[The task]: Before you return the entries below, strip out the pictures and keep all else exact.

-- Source data follows --

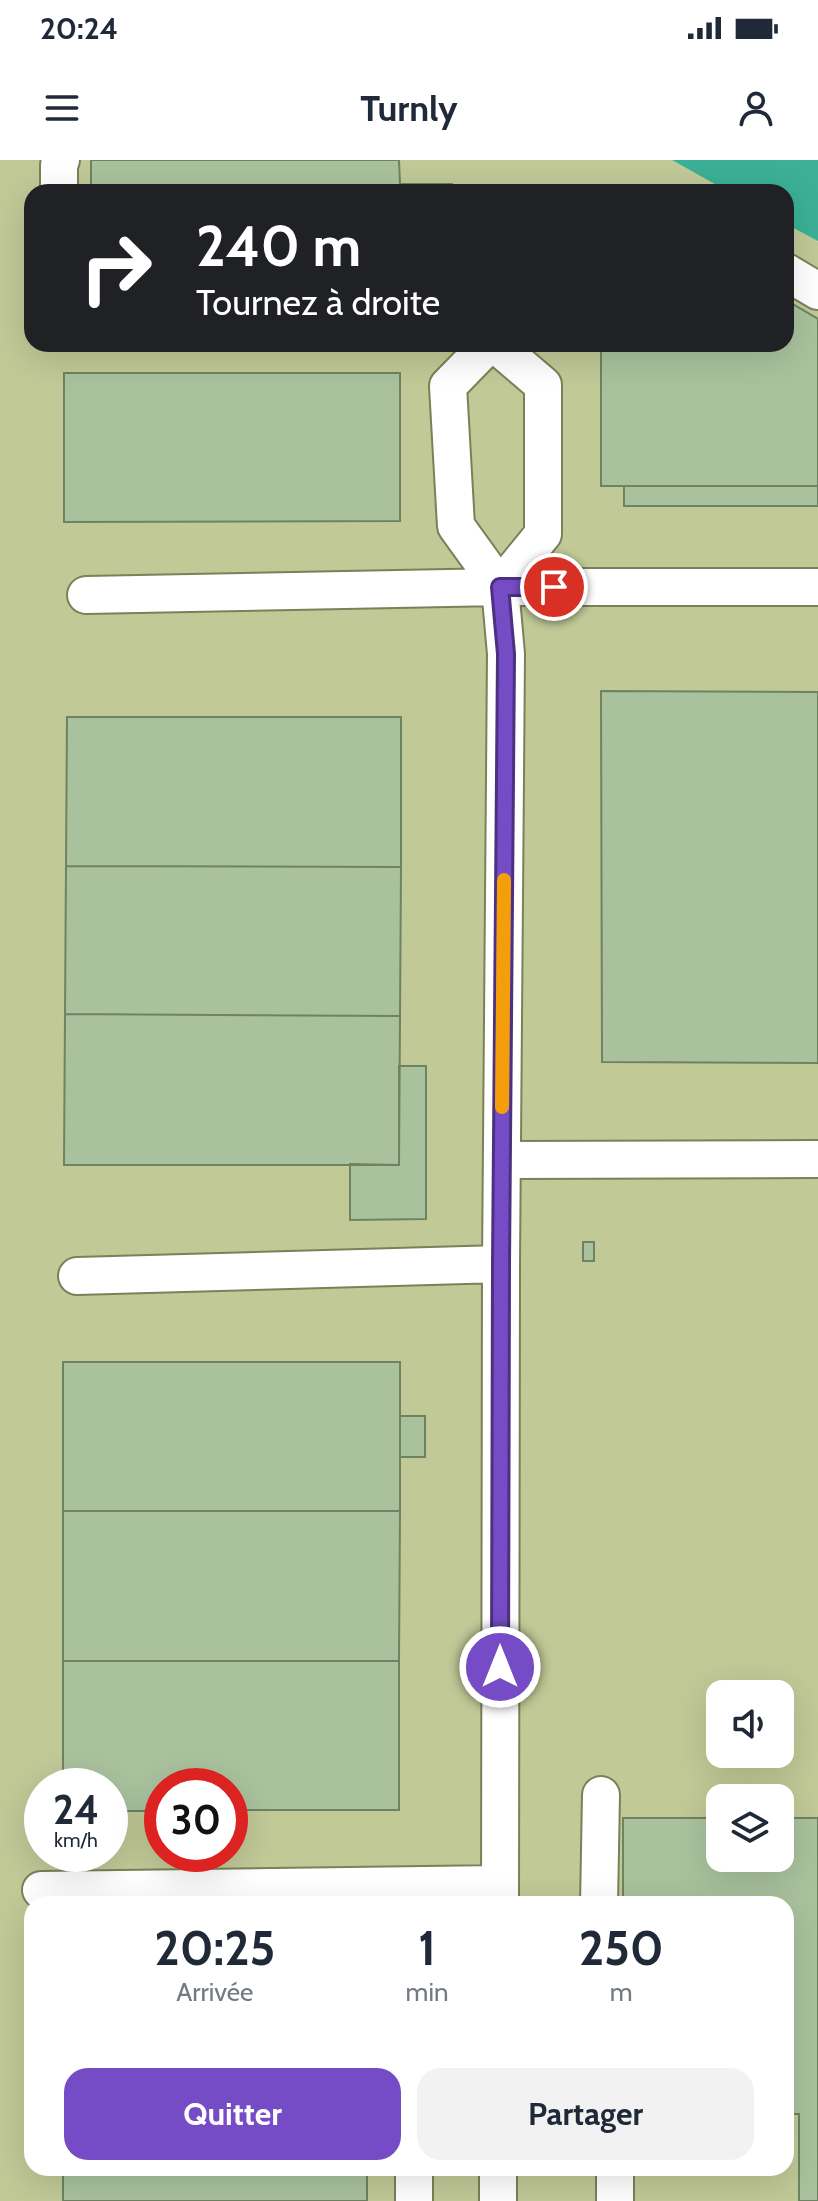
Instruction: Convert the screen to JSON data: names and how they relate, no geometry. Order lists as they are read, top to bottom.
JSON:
{
  "page": {
    "status": "20:24",
    "header": "Turnly",
    "turn": ["240 m", "Tournez à droite"],
    "speed": "24 km/h",
    "limit": "30",
    "eta": [
      "20:25",
      "Arrivée",
      "1",
      "min",
      "250",
      "m"
    ],
    "buttons": ["Quitter", "Partager"]
  }
}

-- Source data concluded --

[Result below]:
Instruction: Convert the screen to JSON data: names and how they relate, no geometry. Order lists as they are read, top to bottom.
JSON:
{
  "page": {
    "status": "20:24",
    "header": "Turnly",
    "turn": ["240 m", "Tournez à droite"],
    "speed": "24 km/h",
    "limit": "30",
    "eta": [
      "20:25",
      "Arrivée",
      "1",
      "min",
      "250",
      "m"
    ],
    "buttons": ["Quitter", "Partager"]
  }
}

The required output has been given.